May 30, 2014 - Florida Atlantic University (FAU) continues studying the effects of sea level rise in South Florida with a new focus on climate change related health risks. The Florida Public Health Institute (FPHI) serves as the lead on the project, made possible by a $250,000 grant from the Kresge Foundation over a two year period. Project Lead Dr. Leonard Berry, Director of the Center for Environmental Studies at FAU (CES), said the project provides CES the opportunity to expand its area of study. “Of all the potential impacts of sea-level rise, health may be one of the least studied and yet is one of the most important. This grant will enable us to begin to redress this imbalance.”
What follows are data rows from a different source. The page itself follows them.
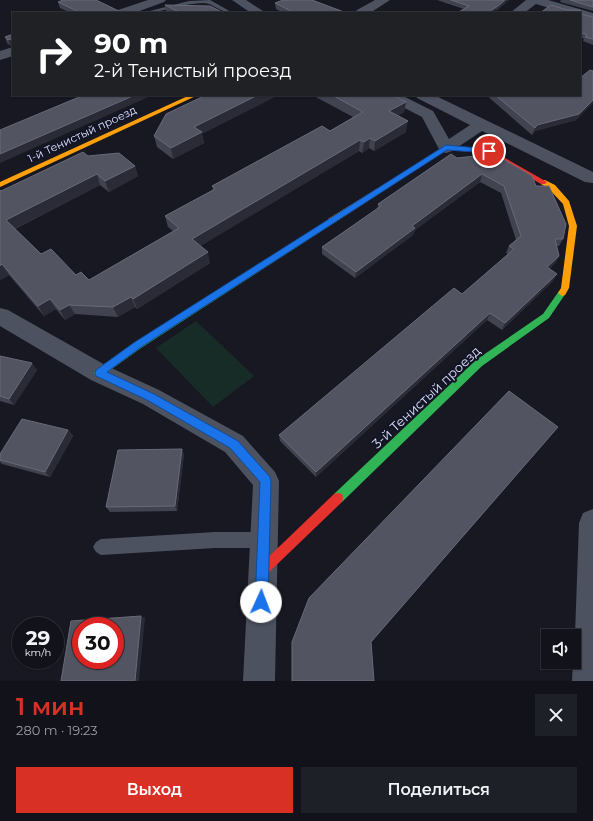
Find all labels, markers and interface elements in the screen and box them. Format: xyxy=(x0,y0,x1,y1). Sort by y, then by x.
text: 90 m xyxy=(94,26,168,60)
icon: right xyxy=(28,28,80,80)
text: 2-й Тенистый проезд xyxy=(94,60,291,82)
street label: 1-й Тенистый проезд xyxy=(25,103,139,165)
pin xyxy=(472,134,506,168)
icon: arrive xyxy=(478,140,500,162)
street label: 3-й Тенистый проезд xyxy=(368,343,484,451)
position arrow xyxy=(240,581,282,623)
speed limit sign: 30 xyxy=(72,617,124,669)
text: 29 xyxy=(26,626,50,650)
map controls xyxy=(541,629,581,669)
button: sound xyxy=(541,629,581,669)
text: km/h xyxy=(25,646,51,659)
text: 1 мин xyxy=(16,692,84,721)
button: close xyxy=(535,694,577,736)
text: 280 m · 19:23 xyxy=(16,722,98,738)
button: Выход xyxy=(16,767,293,813)
button: Поделиться xyxy=(301,767,577,813)

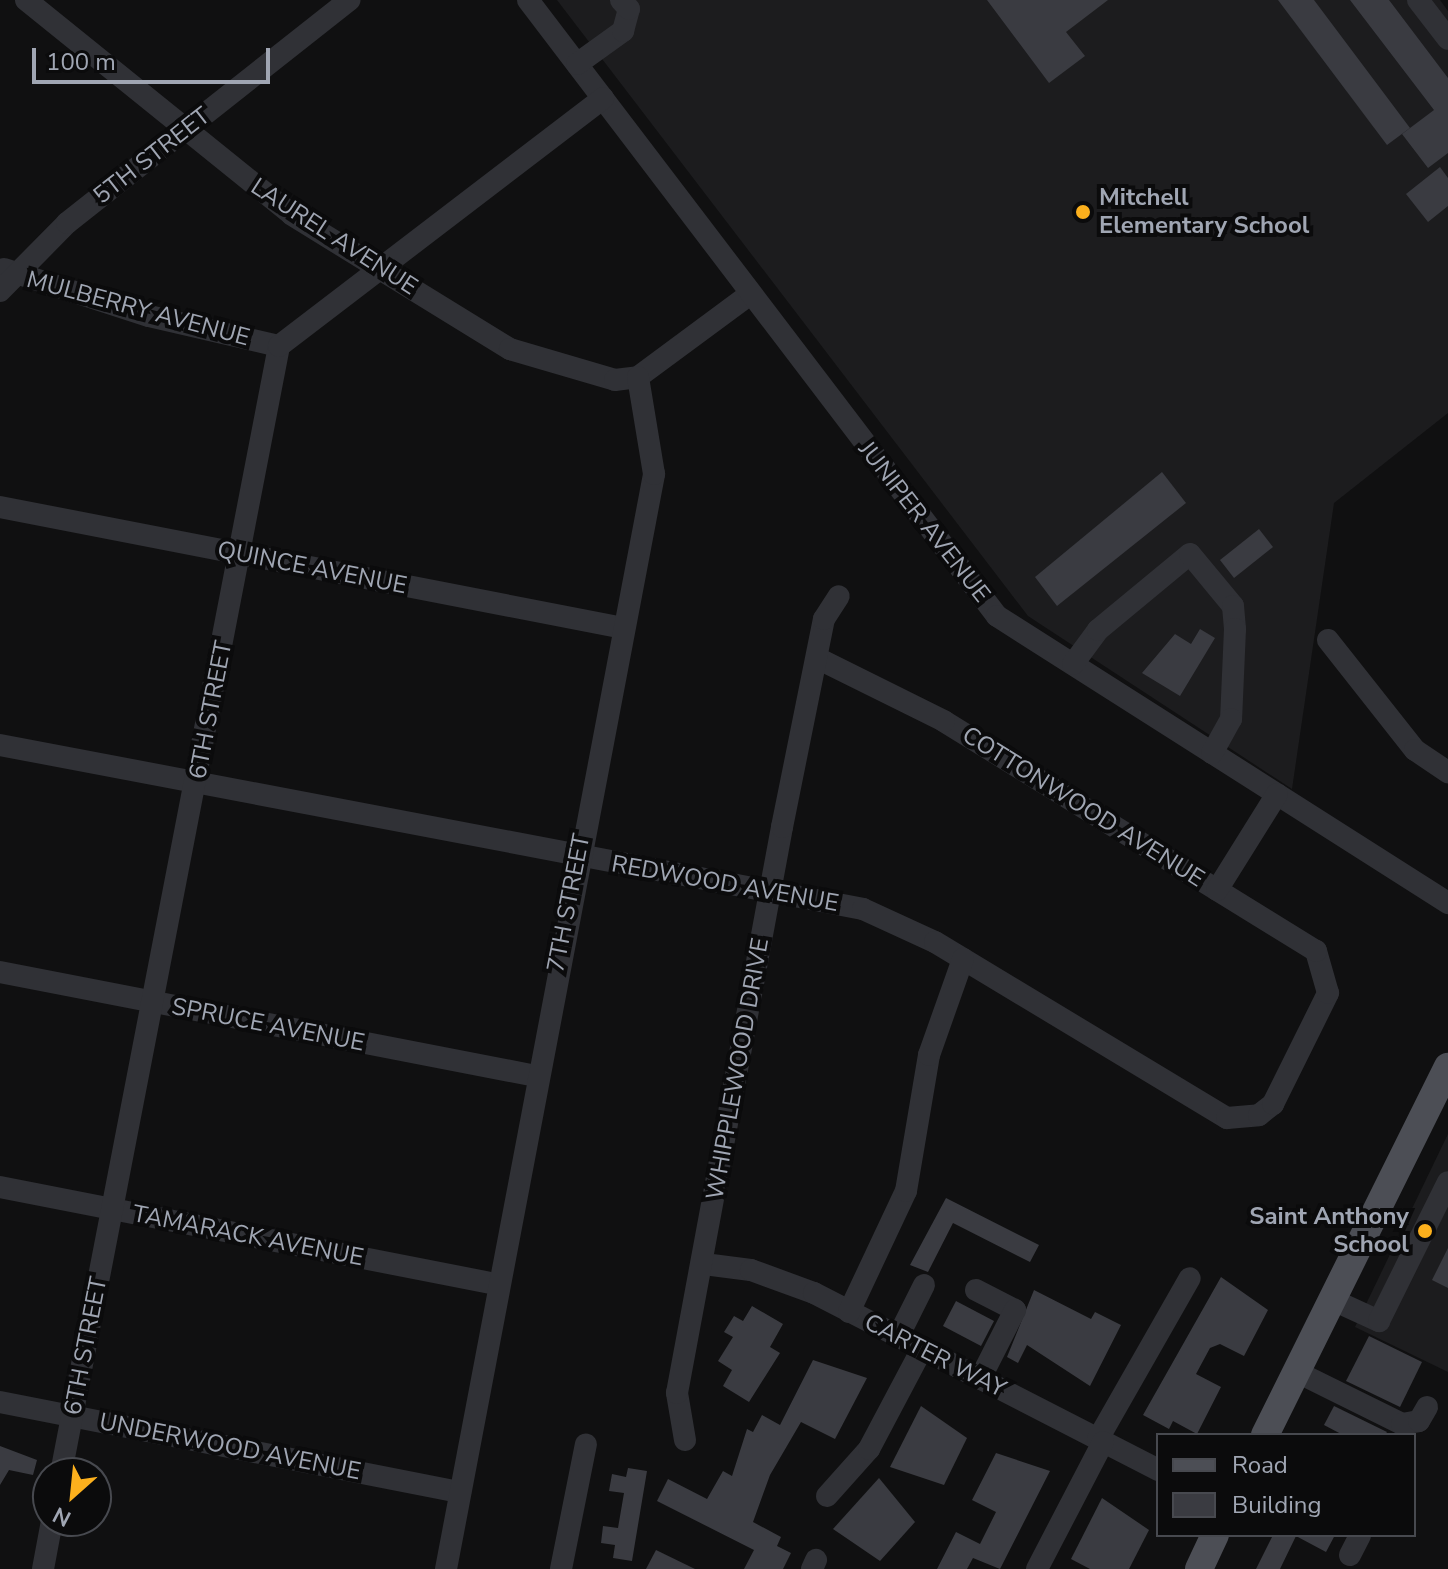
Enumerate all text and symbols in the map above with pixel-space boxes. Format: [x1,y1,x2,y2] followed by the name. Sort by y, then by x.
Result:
[36,32,274,82] scale bar
[46,46,116,78] text: 100 m
[88,101,216,211] street label: 5TH STREET
[245,172,423,302] street label: LAUREL AVENUE
[1099,184,1309,240] place label: Mitchell Elementary School
[1074,203,1092,221] marker: Mitchell Elementary School
[23,265,253,353] street label: MULBERRY AVENUE
[852,436,996,608] street label: JUNIPER AVENUE
[215,536,409,600] street label: QUINCE AVENUE
[183,638,239,782] street label: 6TH STREET
[957,721,1209,893] street label: COTTONWOOD AVENUE
[541,831,597,975] street label: 7TH STREET
[609,850,841,918] street label: REDWOOD AVENUE
[701,936,775,1202] street label: WHIPPLEWOOD DRIVE
[169,992,367,1058] street label: SPRUCE AVENUE
[130,1200,366,1272] street label: TAMARACK AVENUE
[1249,1203,1409,1259] place label: Saint Anthony School
[1416,1222,1434,1240] marker: Saint Anthony School
[58,1274,114,1418] street label: 6TH STREET
[859,1308,1011,1404] street label: CARTER WAY
[97,1408,363,1486] street label: UNDERWOOD AVENUE
[1156,1433,1416,1537] legend
[1232,1449,1288,1481] text: Road
[32,1457,112,1537] north arrow
[1232,1489,1322,1521] text: Building
[48,1499,76,1534] text: N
According to FHIP, potential health risks include water quality changes such as saltwater intrusion, landfill/brownfield seepage, higher levels of sewage and toxic pollutants, increasing rates of waterborne diseases, and higher rates of respiratory-related illness due to increasing levels of airborne allergens such as mold exposure.
The project resulted from four years of collaboration between Debora Kerr (FPHI Chief Operating Officer) and Nicole Hernandez Hammer, Co-Principal Investigator (FAU). Researchers will map storm-related health data across time and geography in Palm Beach, Broward, Miami-Dade and Monroe C ounties. Hammer and Co-Principal Investigators from FAU, Drs. Frederick Bloetscher and Diana Mitsova, will be overlaying health data onto FAU-developed groundwater maps. The funding represents one of the many outcomes of the October 2013 Sea Level Rise Summit hosted by FAU.
Contributing to the health data collection are Kristina Kitzinger and Meredith Jagger, leads on the Florida BRACE Project, one of fourteen national initiatives of the Centers for Disease Control and Prevention in Building Resilience Against Climate Effects initiatives.